She stayed quiet, her gaze touching over his face in acceptance of the apology and then skittering away to the landscaping lights and shadows in the yard.
“You said you found Ivy?”
Her eyes swung back. “In a way.” She told him about the sex tape with Bradley Walker. “Apparently, she’s fine. But I want to see her before I leave. Find out why she never answered my messages and is never on Facebook, or Instagram, or anywhere.”
He nodded and hated that she looked miserable and confused. Shifting from one foot to the other, he hesitated and then admitted, “There was a text on my phone from the PI from a couple of days ago—to call him. It got buried under the rest of the texts. I saw it right after I talked to you on the phone tonight. I’m guessing he’d found her too, then. I’m sorry. Another screw up on my part.”
Was she wondering if his being high all the time affected overlooked texts? Her eyes had narrowed, but then regardless of what she’d been thinking, her generous nature conceded, “You do get a shit load of messages. It’s bound to happen.”
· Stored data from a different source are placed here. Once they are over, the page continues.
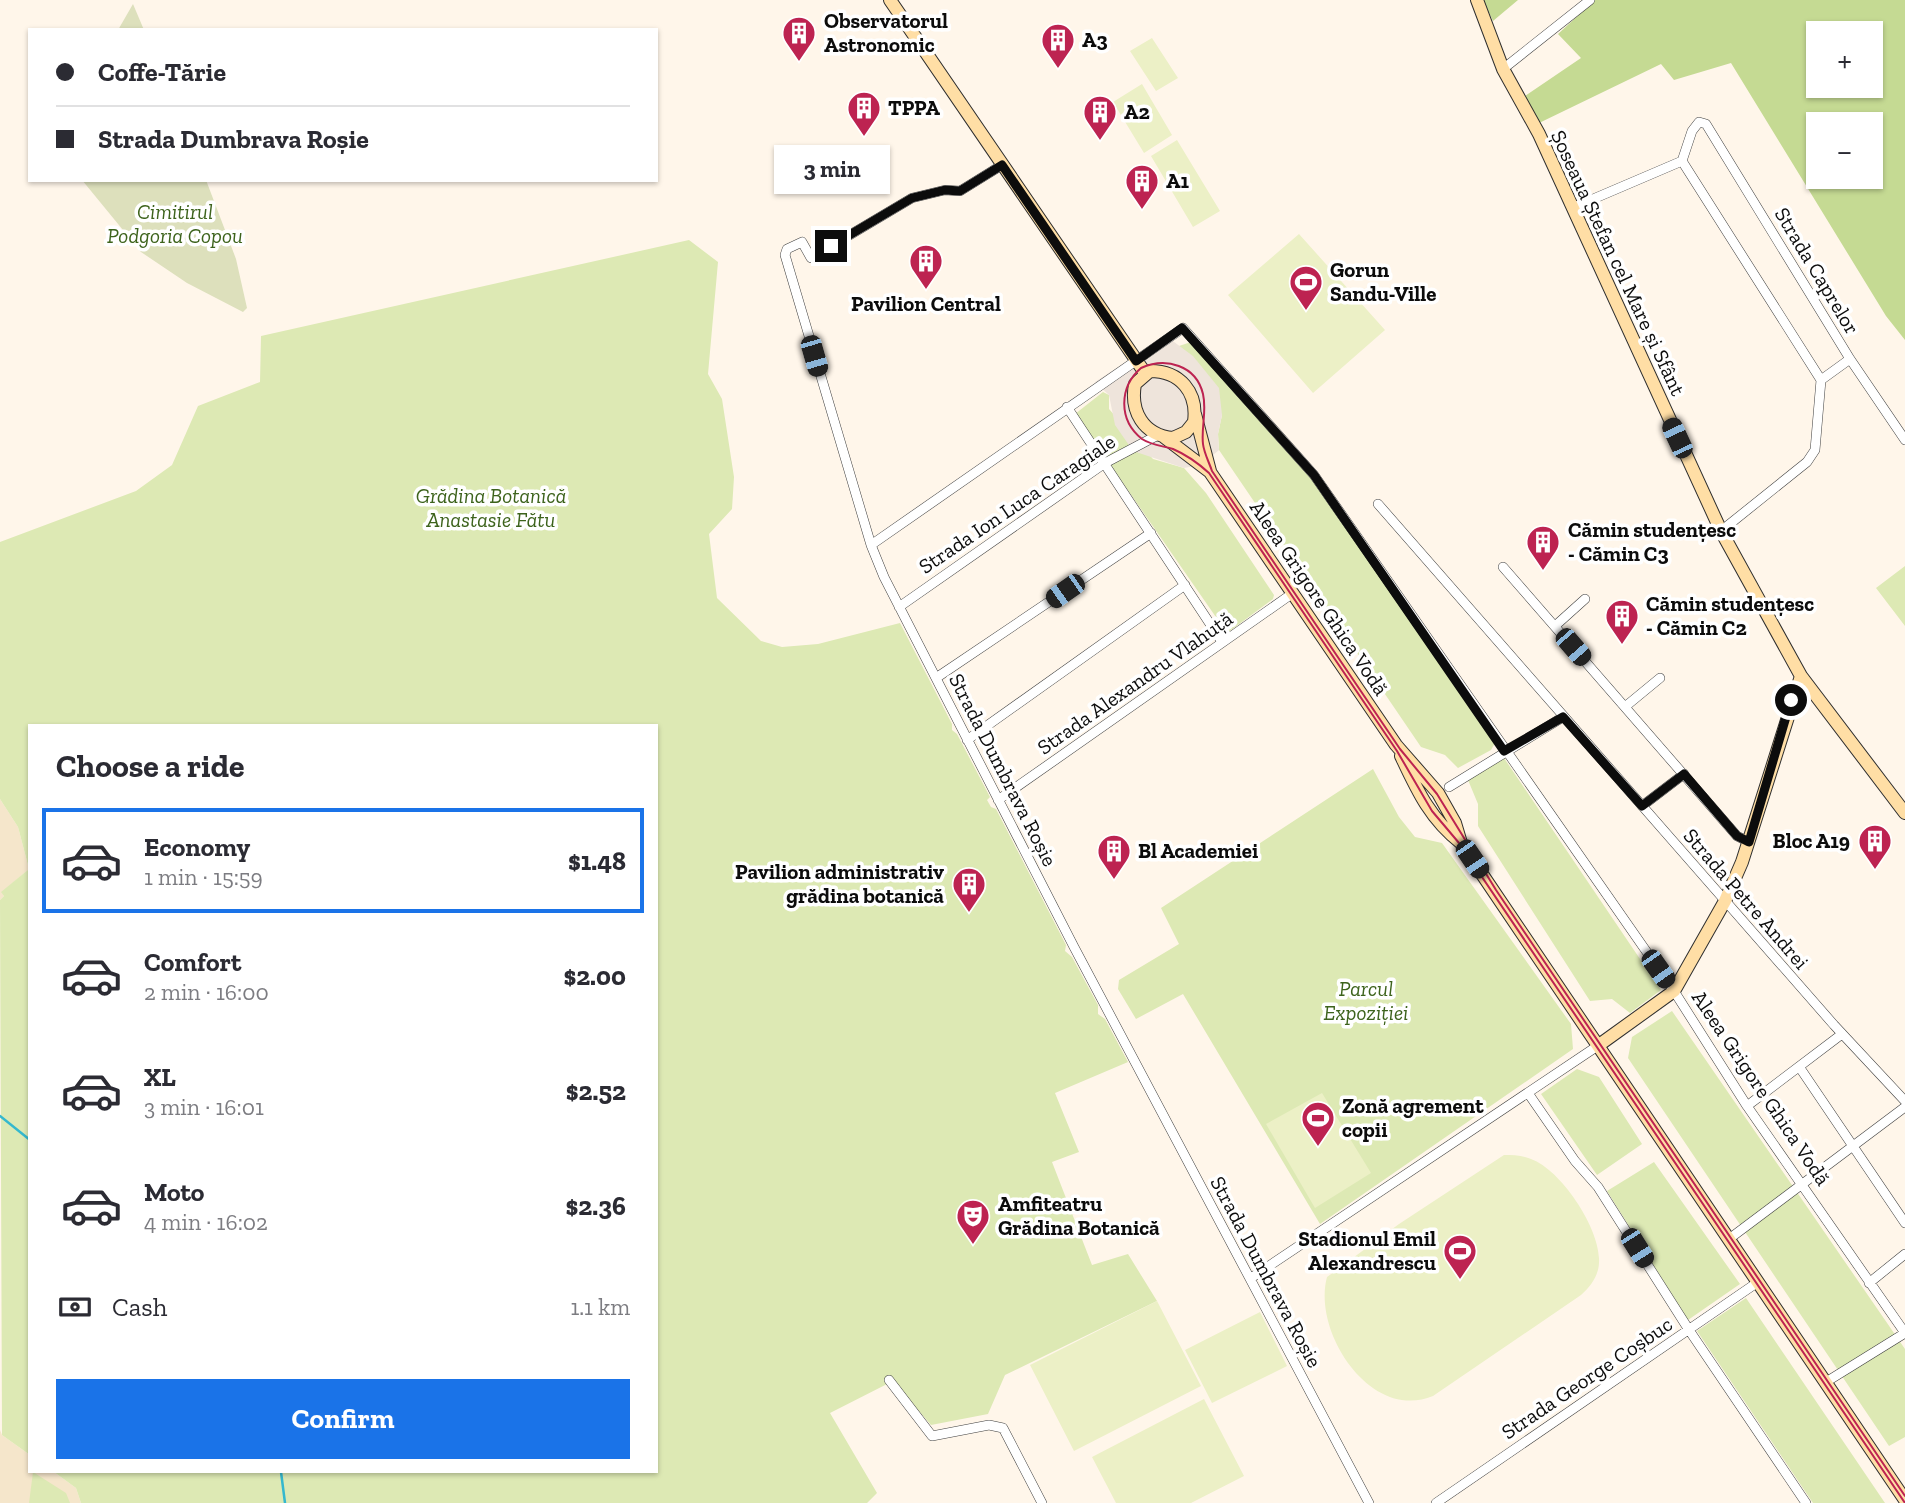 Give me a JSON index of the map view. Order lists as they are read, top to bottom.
{
  "streets": {
    "main road": ["Șoseaua Ștefan cel Mare și Sfânt", "Aleea Grigore Ghica Vodă"],
    "street": [
      "Strada Caprelor",
      "Strada Ion Luca Caragiale",
      "Strada Alexandru Vlahuță",
      "Strada Dumbrava Roșie",
      "Strada Petre Andrei",
      "Strada George Coșbuc"
    ]
  },
  "crossings": [
    ["Strada Ion Luca Caragiale", "Aleea Grigore Ghica Vodă"],
    ["Strada Ion Luca Caragiale", "Strada Dumbrava Roșie"],
    ["Aleea Grigore Ghica Vodă", "Strada Alexandru Vlahuță"],
    ["Aleea Grigore Ghica Vodă", "Strada George Coșbuc"],
    ["Strada Alexandru Vlahuță", "Strada Dumbrava Roșie"]
  ],
  "parks": ["Cimitirul Podgoria Copou", "Grădina Botanică Anastasie Fătu", "Parcul Expoziției"],
  "places": {
    "building": [
      "Observatorul Astronomic",
      "A3",
      "TPPA",
      "A2",
      "A1",
      "Pavilion Central",
      "Cămin studențesc - Cămin C3",
      "Cămin studențesc - Cămin C2",
      "Bloc A19",
      "Bl Academiei",
      "Pavilion administrativ grădina botanică"
    ],
    "sports": ["Gorun Sandu-Ville", "Zonă agrement copii", "Stadionul Emil Alexandrescu"],
    "theatre": ["Amfiteatru Grădina Botanică"]
  },
  "page": {
    "map_buttons": ["+", "−"],
    "banner": ["Coffe-Tărie", "Strada Dumbrava Roșie"],
    "bubble": "3 min",
    "heading": "Choose a ride",
    "list": [
      {
        "name": "Economy",
        "note": "1 min · 15:59",
        "value": "$1.48"
      },
      {
        "name": "Comfort",
        "note": "2 min · 16:00",
        "value": "$2.00"
      },
      {
        "name": "XL",
        "note": "3 min · 16:01",
        "value": "$2.52"
      },
      {
        "name": "Moto",
        "note": "4 min · 16:02",
        "value": "$2.36"
      }
    ],
    "pay": ["Cash", "1.1 km"],
    "buttons": "Confirm"
  }
}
“I’m still sorry. I let you down.” He knew he was talking about much more than the missed text.
If she picked up on his deeper meaning, she ignored it. “Colt said you kind of know him―Bradley.”
“I don’t have his contact info or anything. But I think I can get it.”
“Thanks.”
His contemplation was drawn to her grateful slight smile—to the lips Colt had experienced a thorough taste of, and he hadn’t experienced nearly enough.
He wanted to kiss the taste of any other man away, but he took a safe step back, away from the close proximity of the rise and fall of her chest.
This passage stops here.